Flixborough has an extra reason to be thankful. It is strangely sited, perched on a hill high above a tired looking industrial park. There are wind turbines surrounding the village in every direction.
In 1974 a chemical plant on the industrial site exploded leaving 28 people dead. It was one of britain’s largest ever non-nuclear explosions. Every roof in Flixborough was lifted or set ablaze, yet no villagers were killed. Barely a window remained in tact.
On my first visit to Flixborough I left with only a pocket full of music and pictures. The disaster proved hard to pin down in song.
The people of Flixborough and those that remembered the explosion were reluctant to speak to me. The media descended on the village in 1974 and local press often mark the anniversaries.
I returned a year later to speak to Derek Green and his son Andrew. Derek has lived as a farmer both before and ever since the Nypro disaster.

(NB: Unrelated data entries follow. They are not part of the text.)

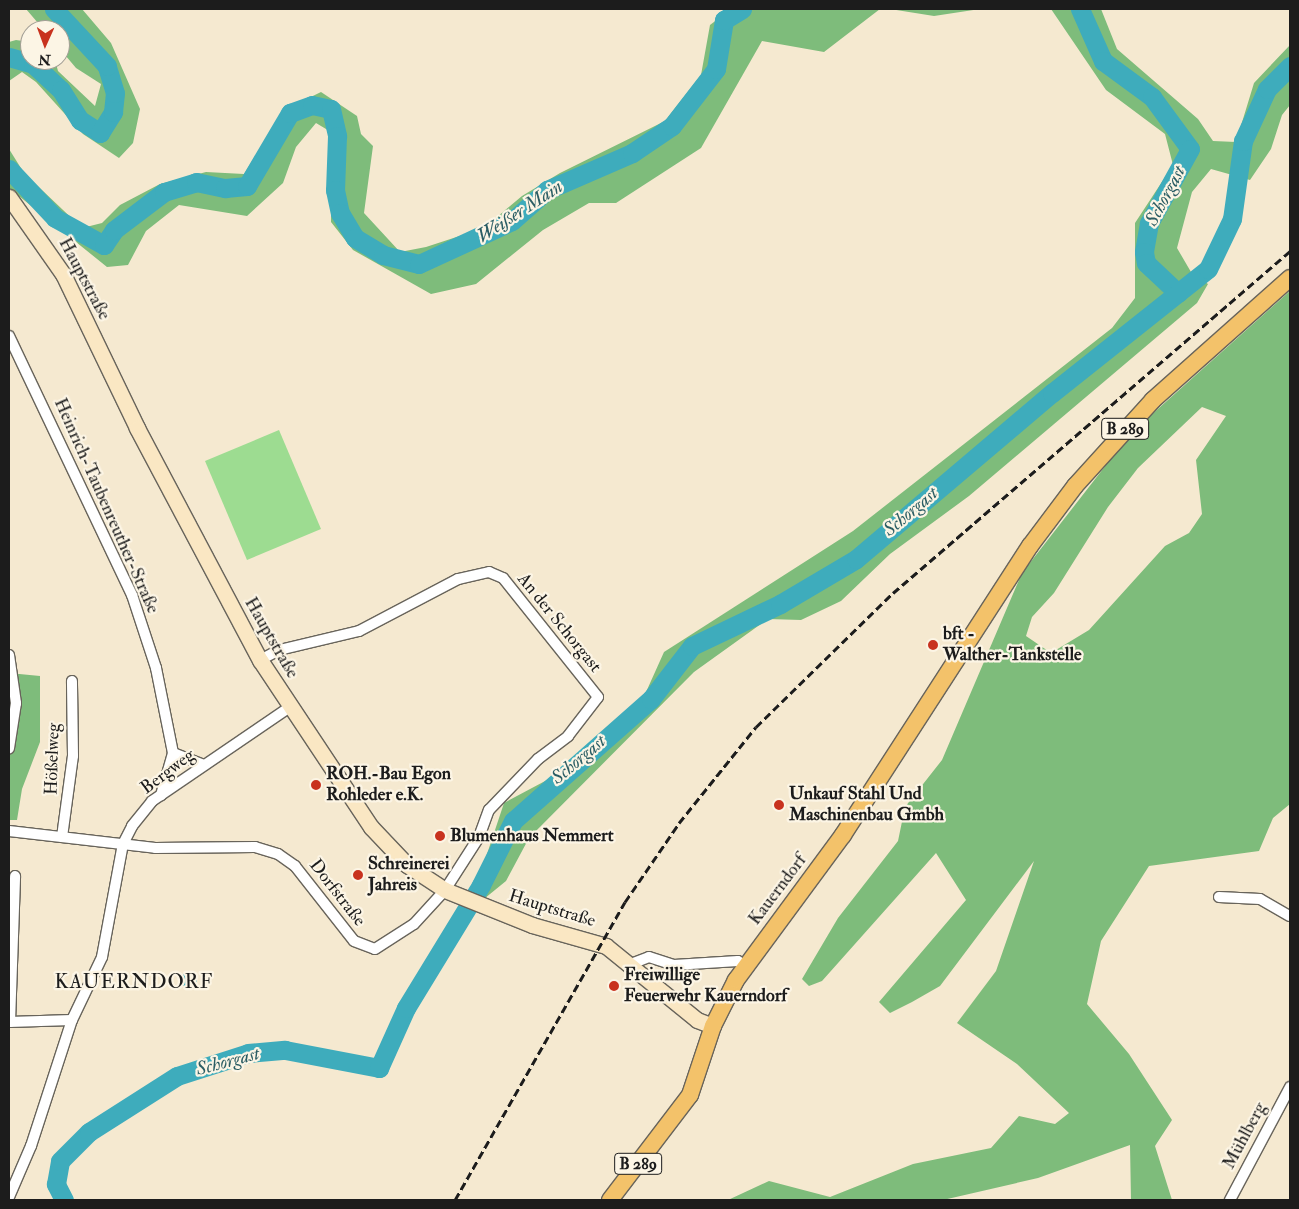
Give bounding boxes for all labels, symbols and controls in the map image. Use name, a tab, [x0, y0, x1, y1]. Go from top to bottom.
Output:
north arrow	[20, 20, 70, 70]
text: N	[38, 51, 51, 68]
water label: Schorgast	[1141, 162, 1191, 230]
water label: Weißer Main	[473, 176, 567, 248]
street label: Hauptstraße	[53, 234, 115, 324]
street label: Heinrich-Taubenreuther-Straße	[49, 395, 163, 617]
road number: B 289	[1100, 416, 1150, 442]
water label: Schorgast	[879, 482, 943, 542]
street label: An der Schorgast	[512, 569, 606, 677]
street label: Hauptstraße	[239, 594, 303, 682]
place label: bft - Walther-Tankstelle	[943, 624, 1081, 666]
marker: bft - Walther-Tankstelle	[927, 639, 939, 651]
street label: Hößelweg	[41, 723, 65, 795]
water label: Schorgast	[547, 730, 611, 790]
street label: Bergweg	[137, 745, 199, 799]
place label: ROH.-Bau Egon Rohleder e.K.	[326, 764, 451, 806]
marker: ROH.-Bau Egon Rohleder e.K.	[310, 779, 322, 791]
place label: Unkauf Stahl Und Maschinenbau Gmbh	[789, 784, 944, 826]
marker: Unkauf Stahl Und Maschinenbau Gmbh	[773, 799, 785, 811]
place label: Blumenhaus Nemmert	[450, 825, 614, 847]
marker: Blumenhaus Nemmert	[434, 830, 446, 842]
street label: Kauerndorf	[744, 850, 812, 930]
place label: Schreinerei Jahreis	[368, 854, 449, 896]
street label: Dorfstraße	[304, 855, 370, 931]
marker: Schreinerei Jahreis	[352, 869, 364, 881]
street label: Hauptstraße	[506, 886, 598, 932]
place label: Freiwillige Feuerwehr Kauerndorf	[624, 965, 787, 1008]
district label: KAUERNDORF	[53, 969, 215, 993]
marker: Freiwillige Feuerwehr Kauerndorf	[608, 980, 620, 992]
water label: Schorgast	[194, 1043, 262, 1081]
street label: Mühlberg	[1219, 1099, 1271, 1173]
road number: B 289	[613, 1150, 663, 1178]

I arrive early as I do everywhere and circle the village, trying to understand the relationship between the slightly broken settlement and it’s equally crumbling industrial half sibling.
The pub is dead, the building is on offer to the community to make something of it. I find a small gauge railway track with a cat skeleton by it’s side. The disused line takes me to the industrial site, much of it padlocked and rusted, though some of it still working. Everything is 1980. I record the rain on a Coke can. I have mud on my shoes and I worry about the first impressions I will give Derek.
We talk of nothing other than thankfulness and gratitude. Their world exploded and they survived by chance.